Esensi Filosofis: Menjaga Martabat Manusia
Praduga tidak bersalah adalah manifestasi dari penghormatan terhadap martabat manusia dan prinsip human dignity. Seperti dikemukakan oleh Jeremy Bentham dan Cesare Beccaria, sistem peradilan pidana seharusnya menghindari penyiksaan dan penghukuman sebelum pembuktian secara sah (Beccaria, On Crimes and Punishments, 1764). Gagasan ini kemudian menjadi fondasi dalam pemikiran hukum modern bahwa hak asasi harus dilindungi sejak awal proses hukum, bahkan terhadap tersangka pelaku kejahatan.
Pelanggaran Praduga Tidak Bersalah di Indonesia: Refleksi Empiris
- Trial by the media: Banyak kasus pidana dikonsumsi publik melalui media dengan narasi menghakimi. Pelaku belum diadili, tetapi publik sudah “mengadili” lebih dulu. Hal ini jelas melanggar asas praduga tak bersalah.
- Pernyataan aparat yang mengarah pada penghakiman: Polisi, jaksa, atau bahkan pejabat negara kerap menyampaikan opini yang secara prematur menyebut seseorang bersalah. Ini bertentangan dengan prinsip objektivitas.

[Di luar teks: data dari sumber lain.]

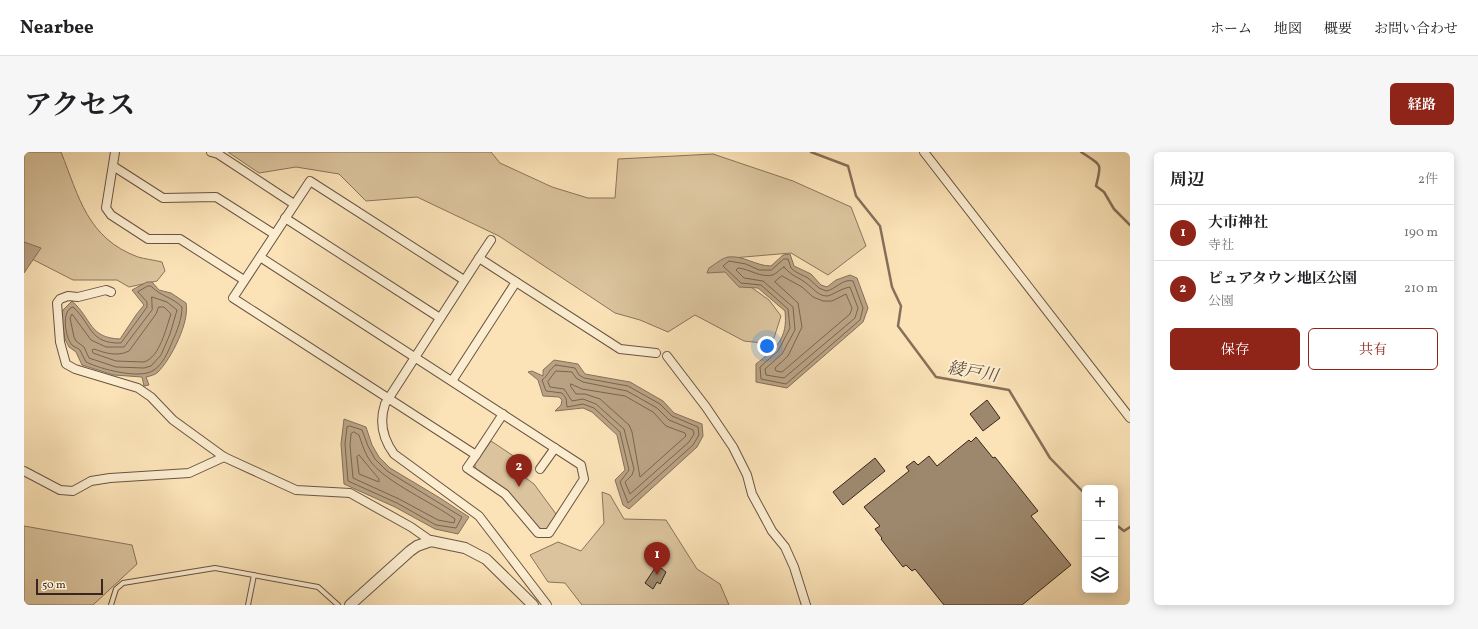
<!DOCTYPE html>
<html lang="ja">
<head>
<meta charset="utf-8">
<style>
  :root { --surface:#fff; --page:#f6f6f6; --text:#202124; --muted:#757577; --line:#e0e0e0; --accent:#8f2418 }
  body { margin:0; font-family:Vollkorn,"Noto Serif JP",serif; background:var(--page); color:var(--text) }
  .controls { position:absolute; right:12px; bottom:12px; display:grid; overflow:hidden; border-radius:6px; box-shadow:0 2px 10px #0003 }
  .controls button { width:36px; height:36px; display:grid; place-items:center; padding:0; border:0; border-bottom:1px solid var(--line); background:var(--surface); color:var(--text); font:20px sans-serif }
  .scale { position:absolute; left:12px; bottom:10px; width:67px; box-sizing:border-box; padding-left:4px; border:2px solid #38251d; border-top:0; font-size:11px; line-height:14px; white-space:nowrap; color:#38251d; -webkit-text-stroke:3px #fcedd0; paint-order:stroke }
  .you { position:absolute; left:743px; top:194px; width:14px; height:14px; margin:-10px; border:3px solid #fff; border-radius:50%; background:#1a73e8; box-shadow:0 0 0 6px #1a73e833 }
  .badge { display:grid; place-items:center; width:26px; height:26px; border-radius:50%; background:var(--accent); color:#fff; font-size:13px; font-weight:700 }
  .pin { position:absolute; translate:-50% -33px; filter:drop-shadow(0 1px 2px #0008) }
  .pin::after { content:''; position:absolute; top:21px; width:14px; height:12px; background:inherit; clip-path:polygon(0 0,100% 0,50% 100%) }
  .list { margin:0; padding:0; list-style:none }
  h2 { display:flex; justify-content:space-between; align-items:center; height:52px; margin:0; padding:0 16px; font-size:17px }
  h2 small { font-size:13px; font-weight:400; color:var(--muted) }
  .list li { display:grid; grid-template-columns:26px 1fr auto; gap:12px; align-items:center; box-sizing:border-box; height:56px; padding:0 16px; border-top:1px solid var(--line) }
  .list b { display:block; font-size:15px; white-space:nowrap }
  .list p { margin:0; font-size:13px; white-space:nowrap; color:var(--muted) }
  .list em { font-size:13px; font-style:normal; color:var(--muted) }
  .actions { display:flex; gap:8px; padding:12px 16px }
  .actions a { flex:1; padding:9px 0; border:1px solid var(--accent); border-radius:6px; text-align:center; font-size:14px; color:var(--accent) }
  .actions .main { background:var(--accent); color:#fff }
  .icon { flex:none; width:22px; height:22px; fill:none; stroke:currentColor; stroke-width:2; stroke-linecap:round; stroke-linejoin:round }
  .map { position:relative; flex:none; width:1106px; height:453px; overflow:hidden; border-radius:6px }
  header { display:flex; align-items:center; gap:24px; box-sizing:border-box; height:56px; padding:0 20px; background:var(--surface); border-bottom:1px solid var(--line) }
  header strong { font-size:19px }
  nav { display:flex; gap:22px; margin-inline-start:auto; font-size:14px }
  .intro { display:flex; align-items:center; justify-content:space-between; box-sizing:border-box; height:96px; padding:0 24px }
  h1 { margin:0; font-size:28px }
  .button { padding:10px 18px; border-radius:6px; background:var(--accent); color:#fff; font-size:14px; font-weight:700 }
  main { display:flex; gap:24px; padding:0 24px }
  aside { flex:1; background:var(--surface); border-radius:6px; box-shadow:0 2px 10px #0003 }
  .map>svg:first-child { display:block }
</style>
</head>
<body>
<header>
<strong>Nearbee</strong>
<nav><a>ホーム</a><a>地図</a><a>概要</a><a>お問い合わせ</a></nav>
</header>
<div class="intro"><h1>アクセス</h1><a class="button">経路</a></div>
<main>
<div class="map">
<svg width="1106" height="453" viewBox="0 0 1106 453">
  <rect width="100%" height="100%" fill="#fbe3b7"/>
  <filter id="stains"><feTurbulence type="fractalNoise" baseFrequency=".005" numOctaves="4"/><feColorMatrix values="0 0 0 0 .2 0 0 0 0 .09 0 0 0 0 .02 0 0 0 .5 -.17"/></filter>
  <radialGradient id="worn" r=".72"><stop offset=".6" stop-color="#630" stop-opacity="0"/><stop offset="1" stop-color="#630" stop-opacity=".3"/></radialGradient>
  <!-- green -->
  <g fill="#dac39d" stroke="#89745d">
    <path d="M0,0H37C55,45 63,86 114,105C121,107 130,108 138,110L141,119L133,129L105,135L93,128H49L4,105L0,101Z"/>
    <path d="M204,0H467L476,11L528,35L564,46H591L594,7L689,2L769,29L827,55L842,94L804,123L767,101L708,106L706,120L745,148L757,164L748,192L720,189L671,163L644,180L616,168L591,161L475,84L393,45L342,49L315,22L272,15L235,21Z"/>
    <path d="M467,289L497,309L491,318L510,332L532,362L523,377H516L482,338L451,316V312Z"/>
    <path d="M578,340L586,343L600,367L642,368L673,417L696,432L705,453H558L541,431L524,430L506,403L534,390L557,399L580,371Z"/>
    <path d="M0,374L108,393L113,412L69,453H0Z"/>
  </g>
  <!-- water -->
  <g fill="#b9a283" stroke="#85705a">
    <path d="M0,90L17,96L0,121Z"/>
    <path d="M766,102L770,114L787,122L797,133L803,135L812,128L826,123L833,126L844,156L839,170L763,236L732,230V212C752,196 764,187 761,159L734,136L715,135L701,120L683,121L685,116C690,113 698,106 704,105C719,103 732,114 747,114L759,103Z"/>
    <path d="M123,130H128L135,138L147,141L162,151C166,170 147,207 134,220C131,223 126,224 122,225L125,233L120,234L118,225L90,223L58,213L52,200L45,195L41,187L37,166L39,158L48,149C68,167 65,186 96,187L112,163L120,153L108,138Z"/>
    <path d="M530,208L554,212L561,222L606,230L639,249L650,261L678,272L679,284L673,295L605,357L599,353L591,328L601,318L593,283L568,260L559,256L531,259L537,253L538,248L535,245L519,244L514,228L504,220L508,219L519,224V218Z"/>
    <path d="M320,267L342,275L348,293L355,305L366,316L416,346L445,365L434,382L411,377L371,355L320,332L317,292Z"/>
  </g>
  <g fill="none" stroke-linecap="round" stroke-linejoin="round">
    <!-- shore -->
    <g stroke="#786450" stroke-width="1">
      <path d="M760,107H764L767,116L772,120L784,126L795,136L802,139C811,138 819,126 829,129L839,156L836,168L762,232L737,227L736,215L754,199L766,176L764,157L737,133L717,131L699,114L705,109L722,112L735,118H747Z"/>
      <path d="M760,115C770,126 773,124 782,131C789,136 794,144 803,144C807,144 818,136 826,135L834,156L831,166L760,226L742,223L741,217L758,202L771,178L769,155L739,129L720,126L712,118L714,116C726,117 736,126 749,123C753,121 756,117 760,115Z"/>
      <path d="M758,124L778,135L789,145L799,149H808L822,142L828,156L826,162L758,220L752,219L751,216L764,204L778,175L774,151L751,130Z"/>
      <path d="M124,134H127C136,144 148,145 158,155C158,167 153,179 148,190C144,200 139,212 130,218C117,228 76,217 62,210C60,206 58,202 56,198C54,196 50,195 48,193C41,185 37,158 49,155C68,172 65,192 97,191L123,155V150L114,140Z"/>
      <path d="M128,145L143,150L153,158L146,182L137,203L127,214L120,216L92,215L65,206L60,195L52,189L50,185L46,166L48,162L67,188L82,195H100L128,158Z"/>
      <path d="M135,155H140L147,162C142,176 136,205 120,210L92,209L69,201L68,198L70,197C81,201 93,205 105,199L132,162Z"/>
      <path d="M532,213L551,216L555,223L560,226L604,234L636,252L648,264L674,275L675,283L669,293L604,351L596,330L605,318L596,280L570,256L559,252L543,255L542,246L538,241L522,239L518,228C524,224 525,217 532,213Z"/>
      <path d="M532,219L548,220L552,226L559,230L603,239L633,256L645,268L669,278L670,282L665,290L606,342L601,330L608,323L610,317L600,277L572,252L559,247L548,249L540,237L526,235L524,230Z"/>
      <path d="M547,232L558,237L601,244L629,260L642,274L661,281L662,284L616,325L608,280L605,273L576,247L561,242H552L547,235Z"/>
      <path d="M326,274L338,278L344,294L351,307L363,319L438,365L432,376L412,373L373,351L324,329L321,292L323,275Z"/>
      <path d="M330,280L335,283C338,292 341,302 347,310C362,330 409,351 431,367L430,371L414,368L375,347L329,326L326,293L327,282Z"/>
      <path d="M335,303L355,327V330L335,322L333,305Z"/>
    </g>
    <!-- stream -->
    <g stroke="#85705a" stroke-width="2.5">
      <path d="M787,0L824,14L832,44L856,74L868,135L877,154L874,174L912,225L985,238L1026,306L1061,342"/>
      <path d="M1057,0C1078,14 1078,10 1072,34L1080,40L1090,57L1106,73"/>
      <path d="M1091,372L1100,379L1106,375"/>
    </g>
  </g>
  <!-- building -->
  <g fill="#9d886d" stroke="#38251d">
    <path d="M963,248L976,266L959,279L946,262Z"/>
    <path d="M952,285L969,306L971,305L1014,359L1007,364L1047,413L998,453H920L891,417L888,419L882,413L879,415L857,387L858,386L851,377L856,374L840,355L885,319L882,315L890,309L894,313L905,304L913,314L945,288L947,290Z"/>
    <path d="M851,306L861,319L819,353L809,340Z"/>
    <path d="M633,413L642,420L636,432L633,430L629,437L621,431Z"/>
  </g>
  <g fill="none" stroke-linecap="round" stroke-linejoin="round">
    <defs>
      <g id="service">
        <path d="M87,453L92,437L99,431L191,416L294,435L314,453"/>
        <path d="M224,453L230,423"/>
      </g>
      <g id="minor">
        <path d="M91,0L82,56L87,63L124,87H156L220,128"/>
        <path d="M187,0L194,2L270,52"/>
        <path d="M900,0L1106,266"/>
        <path d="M89,14L139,46L192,45L250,82"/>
        <path d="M261,66L416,166"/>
        <path d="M236,105L557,313L560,327L525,381H514L481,342L443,316L452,303L209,146L286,29L440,128"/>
        <path d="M455,106L467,88"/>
        <path d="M87,140L82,138L54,145L44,144L36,147L33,151L36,190L42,212L51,217L114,236L127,245L149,268L200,305L272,338L326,341L387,375L407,389"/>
        <path d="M643,204L682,255L709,295L723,323L728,342L748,379L761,395L770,415L782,453"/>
        <path d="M428,229L492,130"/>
        <path d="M452,303L479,262"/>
        <path d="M516,317L531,296"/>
        <path d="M0,319L36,338L49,339L67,329L86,326L165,321L200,305"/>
        <path d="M523,453L455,364L370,302C359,287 355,270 361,252L455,106L596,197L632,201"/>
      </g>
      <path id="tertiary" d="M326,453L386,399L393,394L407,389L441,396L462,407L509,453"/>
    </defs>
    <!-- service casing -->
    <use href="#service" stroke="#695444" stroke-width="6"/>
    <!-- minor casing -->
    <use href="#minor" stroke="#695444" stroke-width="10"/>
    <!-- tertiary casing -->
    <use href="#tertiary" stroke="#695444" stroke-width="12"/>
    <!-- service -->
    <use href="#service" stroke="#fcedd0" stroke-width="4"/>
    <!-- minor -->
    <use href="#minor" stroke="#fcedd0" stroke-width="8"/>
    <!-- tertiary -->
    <use href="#tertiary" stroke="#fcedd0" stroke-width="10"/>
  </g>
  <g text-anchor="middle" stroke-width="4" stroke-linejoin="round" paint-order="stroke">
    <!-- water labels -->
    <g font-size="17" font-style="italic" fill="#5f4a3c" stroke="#fcedd0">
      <text transform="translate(949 219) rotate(10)" y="6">綾戸川</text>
    </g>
  </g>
  <rect width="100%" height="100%" filter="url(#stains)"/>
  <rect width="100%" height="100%" fill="url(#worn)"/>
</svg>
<div class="controls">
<button>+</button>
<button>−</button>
<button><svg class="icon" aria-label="layers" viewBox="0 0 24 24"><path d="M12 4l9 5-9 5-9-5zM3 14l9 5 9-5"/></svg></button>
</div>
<div class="scale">50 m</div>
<div class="you"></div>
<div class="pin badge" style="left:633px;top:423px">1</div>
<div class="pin badge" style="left:495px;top:335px">2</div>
</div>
<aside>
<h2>周辺<small>2件</small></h2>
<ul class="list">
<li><span class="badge">1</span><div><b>大市神社</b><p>寺社</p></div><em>190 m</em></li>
<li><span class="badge">2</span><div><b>ピュアタウン地区公園</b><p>公園</p></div><em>210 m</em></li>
</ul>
<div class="actions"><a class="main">保存</a><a>共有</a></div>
</aside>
</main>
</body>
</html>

- Bentuk perlakuan yang menghina martabat: Misalnya pemajangan tersangka dengan mengenakan pakaian tahanan dan borgol di depan media, tanpa mempertimbangkan status hukum mereka yang belum diputuskan.
- Politik hukum yang bias kekuasaan: Asas praduga tidak bersalah menjadi semu ketika kekuasaan bermain dalam proses hukum. Kasus-kasus dengan pelaku yang memiliki kekuatan politik atau ekonomi cenderung mendapatkan perlakuan berbeda dari masyarakat biasa.
Implikasi Pelanggaran Asas Ini
Menurut Prof. Muladi, pelanggaran terhadap asas praduga tidak bersalah akan berakibat pada:
- Pencemaran nama baik dan reputasi sosial;
- Keretakan kepercayaan publik terhadap sistem peradilan;
- Tumbuhnya ketidakadilan sistemik;
- Membuka ruang bagi peradilan sesat (miscarriage of justice).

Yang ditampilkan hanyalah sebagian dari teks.